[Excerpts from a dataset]

──────

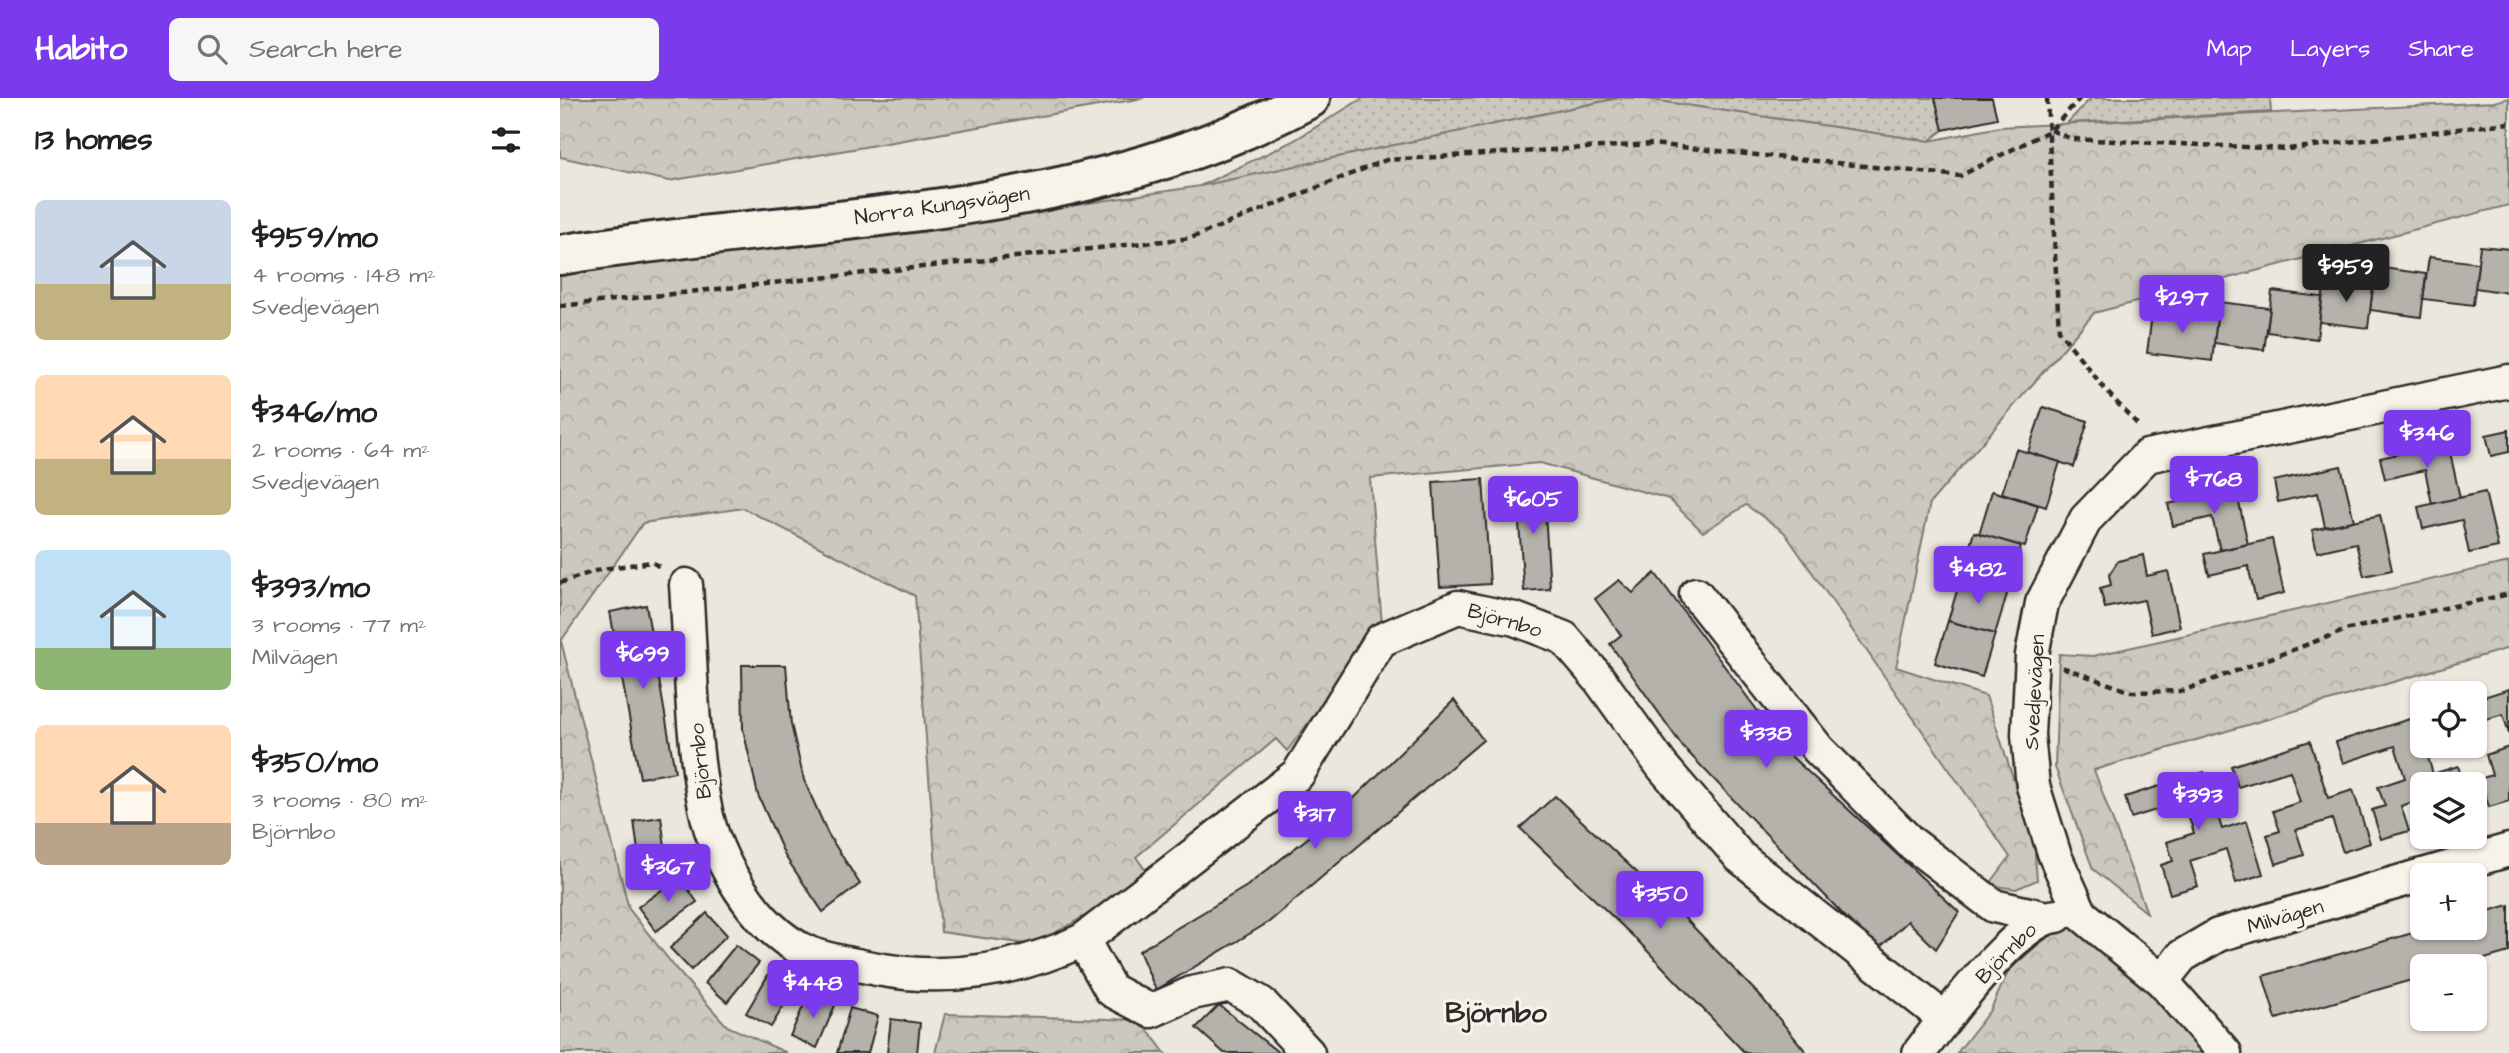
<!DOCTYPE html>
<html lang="en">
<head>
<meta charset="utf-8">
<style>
	body { margin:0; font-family:"Architects Daughter",sans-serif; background:#f6f6f6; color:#202124; height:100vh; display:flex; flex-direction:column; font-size:26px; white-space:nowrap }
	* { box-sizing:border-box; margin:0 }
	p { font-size:23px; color:#757577 }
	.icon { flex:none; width:38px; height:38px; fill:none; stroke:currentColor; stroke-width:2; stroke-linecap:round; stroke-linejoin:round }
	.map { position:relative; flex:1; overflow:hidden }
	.panel { display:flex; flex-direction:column; background:#fff; width:560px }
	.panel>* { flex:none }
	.tools { position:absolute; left:1850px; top:583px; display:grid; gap:14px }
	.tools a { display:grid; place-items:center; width:77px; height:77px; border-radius:10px; background:#fff; box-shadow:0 2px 5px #0004; font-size:35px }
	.price { position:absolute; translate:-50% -60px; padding:0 16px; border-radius:7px; background:#7c3aed; color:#fff; font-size:23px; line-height:46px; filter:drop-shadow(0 2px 4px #0008) }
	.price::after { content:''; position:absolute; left:50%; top:42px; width:21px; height:16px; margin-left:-10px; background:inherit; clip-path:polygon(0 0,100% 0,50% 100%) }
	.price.active { background:#222; color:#fff }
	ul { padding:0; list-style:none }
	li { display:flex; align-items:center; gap:21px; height:175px; padding:0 35px }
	li span { display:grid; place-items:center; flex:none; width:196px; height:140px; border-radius:10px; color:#555 }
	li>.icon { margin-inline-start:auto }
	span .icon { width:84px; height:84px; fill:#fffc; stroke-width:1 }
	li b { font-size:30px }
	h2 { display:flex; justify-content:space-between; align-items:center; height:84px; padding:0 35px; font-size:30px }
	header { display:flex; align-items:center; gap:42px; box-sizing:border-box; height:98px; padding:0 35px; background:#7c3aed; color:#fff }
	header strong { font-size:33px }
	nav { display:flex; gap:38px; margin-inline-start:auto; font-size:24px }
	.search { width:490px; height:63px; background:#f6f6f6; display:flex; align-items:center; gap:18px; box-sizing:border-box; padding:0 24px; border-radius:10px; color:#757577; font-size:26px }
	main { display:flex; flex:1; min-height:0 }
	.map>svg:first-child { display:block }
	.grass { fill:url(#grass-dots); stroke:#7b7a75; stroke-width:2 }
	.forest { fill:url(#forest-crowns); stroke:#7b7a75; stroke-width:2 }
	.building { fill:#b5b2ab; stroke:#2b2b2b; stroke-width:2 }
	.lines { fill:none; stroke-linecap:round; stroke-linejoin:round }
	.minor-casing { stroke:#2b2b2b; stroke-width:37 }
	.major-casing { stroke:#2b2b2b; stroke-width:44 }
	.path { stroke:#2b2b2b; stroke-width:4.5; stroke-dasharray:7 5; stroke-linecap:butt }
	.minor { stroke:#f7f3e8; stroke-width:32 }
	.major { stroke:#f7f3e8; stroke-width:38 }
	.labels { text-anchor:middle; stroke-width:6; stroke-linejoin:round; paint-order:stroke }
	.street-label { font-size:21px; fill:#2b2b2b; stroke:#f7f3e8 }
	.district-label { font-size:28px; font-weight:bold; fill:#2b2b2b; stroke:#f7f3e8 }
</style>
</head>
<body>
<header>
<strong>Habito</strong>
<div class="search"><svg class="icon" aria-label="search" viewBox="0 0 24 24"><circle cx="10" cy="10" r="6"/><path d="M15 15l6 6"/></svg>Search here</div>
<nav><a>Map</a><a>Layers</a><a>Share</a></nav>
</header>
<main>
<section class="panel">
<h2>13 homes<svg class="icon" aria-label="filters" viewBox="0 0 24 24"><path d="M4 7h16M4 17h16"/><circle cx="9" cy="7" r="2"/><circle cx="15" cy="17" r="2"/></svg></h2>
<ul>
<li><span style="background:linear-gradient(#c9d6e8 60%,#c2b280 0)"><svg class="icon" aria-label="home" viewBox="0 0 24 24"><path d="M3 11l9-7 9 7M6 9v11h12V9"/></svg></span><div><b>$959/mo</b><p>4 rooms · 148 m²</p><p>Svedjevägen</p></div></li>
<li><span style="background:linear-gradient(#ffd9b3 60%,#c2b280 0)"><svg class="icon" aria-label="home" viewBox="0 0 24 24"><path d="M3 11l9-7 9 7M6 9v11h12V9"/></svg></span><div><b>$346/mo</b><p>2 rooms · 64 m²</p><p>Svedjevägen</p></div></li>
<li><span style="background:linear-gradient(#bfe0f5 70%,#8fb573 0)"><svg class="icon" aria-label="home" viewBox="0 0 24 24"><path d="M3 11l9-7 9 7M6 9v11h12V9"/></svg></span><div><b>$393/mo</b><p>3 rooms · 77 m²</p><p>Milvägen</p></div></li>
<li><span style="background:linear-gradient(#ffd9b3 70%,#b9a48a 0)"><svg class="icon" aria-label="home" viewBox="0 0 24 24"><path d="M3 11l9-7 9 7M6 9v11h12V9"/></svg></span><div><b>$350/mo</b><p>3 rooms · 80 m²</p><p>Björnbo</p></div></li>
</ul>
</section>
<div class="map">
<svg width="1949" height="955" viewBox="0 0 1949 955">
	<defs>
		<pattern id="grass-dots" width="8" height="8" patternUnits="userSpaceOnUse" patternTransform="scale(1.75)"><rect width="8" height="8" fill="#cbc8bf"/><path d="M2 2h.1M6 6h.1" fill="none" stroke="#aeaca4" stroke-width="1.8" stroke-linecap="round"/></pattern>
		<pattern id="forest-crowns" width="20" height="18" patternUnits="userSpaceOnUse" patternTransform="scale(1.75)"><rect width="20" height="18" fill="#cbc8bf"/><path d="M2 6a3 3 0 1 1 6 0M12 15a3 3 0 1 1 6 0" fill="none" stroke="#aeaca4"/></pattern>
	</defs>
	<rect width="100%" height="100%" fill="#ebe7dd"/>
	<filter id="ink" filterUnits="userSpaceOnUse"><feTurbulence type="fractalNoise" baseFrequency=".0143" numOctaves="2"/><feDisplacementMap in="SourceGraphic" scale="14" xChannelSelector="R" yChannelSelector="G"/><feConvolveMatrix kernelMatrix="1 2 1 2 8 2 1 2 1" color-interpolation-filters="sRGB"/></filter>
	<g filter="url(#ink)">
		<g class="grass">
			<path d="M803,0h256l-419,88 93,-45z"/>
			<path d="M1078,0h297l8,32 -14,11z"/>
			<path d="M1531,0h179l1,14 -204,11z"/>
		</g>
		<g class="forest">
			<path d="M0,0h584l-475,83 -109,-24z"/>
			<path d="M1059,0h19l291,43 71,-14 494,-25 15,-4v107l-415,108 -164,190 -34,164 90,29 48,145 3,39 -21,9 -27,-4 21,-28 -226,-325 -38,-27 -43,27 -34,-33 -129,-36 -170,15 12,147 -95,126 -11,-12 -140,118 15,21 -117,67 -93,-13 -26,-336 -172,-88 -100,15 -82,118 68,268 48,61 50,56 60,27h-227v-781l423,-53 217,-33z"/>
			<path d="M1949,464v86l-415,122 53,143 -54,-44 -38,-102 4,-113 34,2z"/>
			<path d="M1505,823l88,49 67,83h-263l34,-44 18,-39z"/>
			<path d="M385,916l195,6 25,33h-230z"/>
		</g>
		<g class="building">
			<path d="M1375,0h57l5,20 -54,12z"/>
			<path d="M1920,148l29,3v44l-34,-5z"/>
			<path d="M1869,159l49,6 -5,42 -50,-6z"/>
			<path d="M1816,169l50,7 -5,43 -51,-7z"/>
			<path d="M1765,182l48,6 -5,42 -49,-6z"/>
			<path d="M1712,193l50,6 -5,42 -50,-7z"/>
			<path d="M1659,204l51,6 -6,42 -50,-7z"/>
			<path d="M1598,212l59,7 -5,44 -65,-8 5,-39z"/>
			<path d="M1483,309l45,14 -14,46 -46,-15z"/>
			<path d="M1949,332v22l-18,4 -5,-21z"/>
			<path d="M1888,345l12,55 -28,6 -7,-34 -40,9 -5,-21z"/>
			<path d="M1456,351l44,13 -14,45 -44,-14z"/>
			<path d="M1781,368l13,55 -29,6 -7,-34 -40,9 -4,-21z"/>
			<path d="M923,381l7,105 -50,3 -7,-105z"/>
			<path d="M983,383l7,108 -26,2 -8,-108z"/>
			<path d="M1676,391l12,55 -28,6 -8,-33 -39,9 -5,-22z"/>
			<path d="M1432,393l46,14 -13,42 -46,-13z"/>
			<path d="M1925,394l13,55 -29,6 -7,-33 -39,9 -5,-22z"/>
			<path d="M1820,417l12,55 -28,6 -8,-33 -39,9 -5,-22z"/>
			<path d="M1414,434l47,14 -13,45 -47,-14z"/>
			<path d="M1712,441l12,54 -28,7 -8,-34 -39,9 -5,-21z"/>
			<path d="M1583,457l4,21 21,-5 12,56 -28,7 -8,-34 -39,8 -5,-20 11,-3 -2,-10 9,-14z"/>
			<path d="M1095,475l137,184 167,155 -23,37 -28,-28 -31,29 -194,-203 -73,-103 11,-9 -26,-36 24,-19 14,13z"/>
			<path d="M1401,479l47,14 -13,43 -47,-13z"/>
			<path d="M86,507l29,167 -35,6 -30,-166z"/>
			<path d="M1388,523l47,13 -13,43 -47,-14z"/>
			<path d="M182,567h44l5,59 13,56 24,54 32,50 -37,28 -38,-56 -27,-61 -15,-66z"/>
			<path d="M1949,591v45l-6,-20 -29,9v-23z"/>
			<path d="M894,602l29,40 -214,182 -113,68 -17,-39 108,-65 91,-72z"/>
			<path d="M1856,619l17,57 25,-8 6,18h-42v15l-21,7 8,25 -28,8 -9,-29 13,-4 -7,-19 27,-9 -10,-32 -52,17 -7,-21z"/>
			<path d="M1750,643l18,57 25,-8 17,53 -27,9 -11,-33 -36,11 8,25 -28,9 -9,-29 13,-4 -7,-20 27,-9 -10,-31 -52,16 -7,-21z"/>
			<path d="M1949,649v54l-20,6 -9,-28 12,-4 -6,-20z"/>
			<path d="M1644,674l18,57 25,-8 16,53 -27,9 -10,-34 -36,12 8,25 -28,8 -9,-29 12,-4 -6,-19 27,-9 -10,-32 -53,17 -6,-21z"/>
			<path d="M995,698l121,113 86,89 45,55h-62l-108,-113 -117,-112z"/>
			<path d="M101,719l5,37 -27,4 -5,-37z"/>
			<path d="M120,779l17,25 -41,29 -18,-24z"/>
			<path d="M1949,807v47l-49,14h-38v11l-146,42 -13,-43 167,-48h44v-13z"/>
			<path d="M147,815l20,22 -36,35 -21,-22z"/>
			<path d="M176,847l23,18 -32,39 -22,-19z"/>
			<path d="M211,872l25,15 -25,42 -25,-14z"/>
			<path d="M250,893l26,12 -19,45 -27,-12z"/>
			<path d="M659,907l60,48h-55l-28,-25z"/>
			<path d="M290,910l28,8 -10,37h-31z"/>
			<path d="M331,921l29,4 -3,30h-30z"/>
		</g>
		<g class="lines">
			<g class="minor-casing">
				<g id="minor">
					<path d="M126,487c5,72 5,151 19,222 10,51 50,121 100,144 21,10 49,13 72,18 71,13 141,1 206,-29"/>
					<path d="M1136,496l122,155 92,93 84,64 49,11"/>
					<path d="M1863,777l86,-25"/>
					<path d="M1602,883l20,-25 36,-21 204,-60"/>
					<path d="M748,955l-47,-50 -30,-18 -39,8 -41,18 -40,-21 -28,-50 215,-166 83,-134 77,-33 57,12 49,19 35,41 63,87 78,91 205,162"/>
					<path d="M1359,955c24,-32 100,-135 138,-137"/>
					<path d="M1665,955l-63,-72 -81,-67 -26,-58 -22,-70 -5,-51 4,-80 10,-52 44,-84 61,-63 362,-75"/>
				</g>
			</g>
			<g class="major-casing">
				<path id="major" d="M0,157c251,-41 522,-33 750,-157"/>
			</g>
			<g class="path">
				<path d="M1487,0l12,233 49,62 32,34"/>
				<path d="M1491,32l20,9 217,10 221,-26"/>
				<path d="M0,208l631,-68 195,-78 266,-16 308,32 91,-46 29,-32"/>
				<path d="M0,485l41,-14 51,-7 11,7"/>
				<path d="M1502,569l69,25 51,-1 167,-62 160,-35"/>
			</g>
			<use href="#minor" class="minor"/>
			<use href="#major" class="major"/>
		</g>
	</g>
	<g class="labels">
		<g class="street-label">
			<text transform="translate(382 107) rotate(-8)" y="7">Norra Kungsvägen</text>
			<text transform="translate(945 522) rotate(16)" y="7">Björnbo</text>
			<text transform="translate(1474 594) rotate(-87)" y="7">Svedjevägen</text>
			<text transform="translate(140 663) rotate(-96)" y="7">Björnbo</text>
			<text transform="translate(1725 818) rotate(-16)" y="7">Milvägen</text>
			<text transform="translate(1446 855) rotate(-45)" y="7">Björnbo</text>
		</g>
		<g class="district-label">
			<text x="936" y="924">Björnbo</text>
		</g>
	</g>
</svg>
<div class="tools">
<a><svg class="icon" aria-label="locate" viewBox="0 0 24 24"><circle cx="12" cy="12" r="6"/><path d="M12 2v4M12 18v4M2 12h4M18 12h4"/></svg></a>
<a><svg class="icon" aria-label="layers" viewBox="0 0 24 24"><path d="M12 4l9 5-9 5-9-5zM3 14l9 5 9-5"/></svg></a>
<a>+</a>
<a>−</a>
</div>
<b class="price active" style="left:1786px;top:206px">$959</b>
<b class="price" style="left:1622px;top:237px">$297</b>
<b class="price" style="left:1867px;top:372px">$346</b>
<b class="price" style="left:1654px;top:418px">$768</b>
<b class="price" style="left:973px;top:438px">$605</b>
<b class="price" style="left:1418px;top:508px">$482</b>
<b class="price" style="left:83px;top:593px">$699</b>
<b class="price" style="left:1206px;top:672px">$338</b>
<b class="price" style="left:1638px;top:734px">$393</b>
<b class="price" style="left:755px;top:753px">$317</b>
<b class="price" style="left:108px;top:806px">$367</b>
<b class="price" style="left:1100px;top:833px">$350</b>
<b class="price" style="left:253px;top:922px">$448</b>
</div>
</main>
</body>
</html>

──────

Work instruction -> The expected result is every line above containing the string "filters".

Your response ->
<h2>13 homes<svg class="icon" aria-label="filters" viewBox="0 0 24 24"><path d="M4 7h16M4 17h16"/><circle cx="9" cy="7" r="2"/><circle cx="15" cy="17" r="2"/></svg></h2>
	<filter id="ink" filterUnits="userSpaceOnUse"><feTurbulence type="fractalNoise" baseFrequency=".0143" numOctaves="2"/><feDisplacementMap in="SourceGraphic" scale="14" xChannelSelector="R" yChannelSelector="G"/><feConvolveMatrix kernelMatrix="1 2 1 2 8 2 1 2 1" color-interpolation-filters="sRGB"/></filter>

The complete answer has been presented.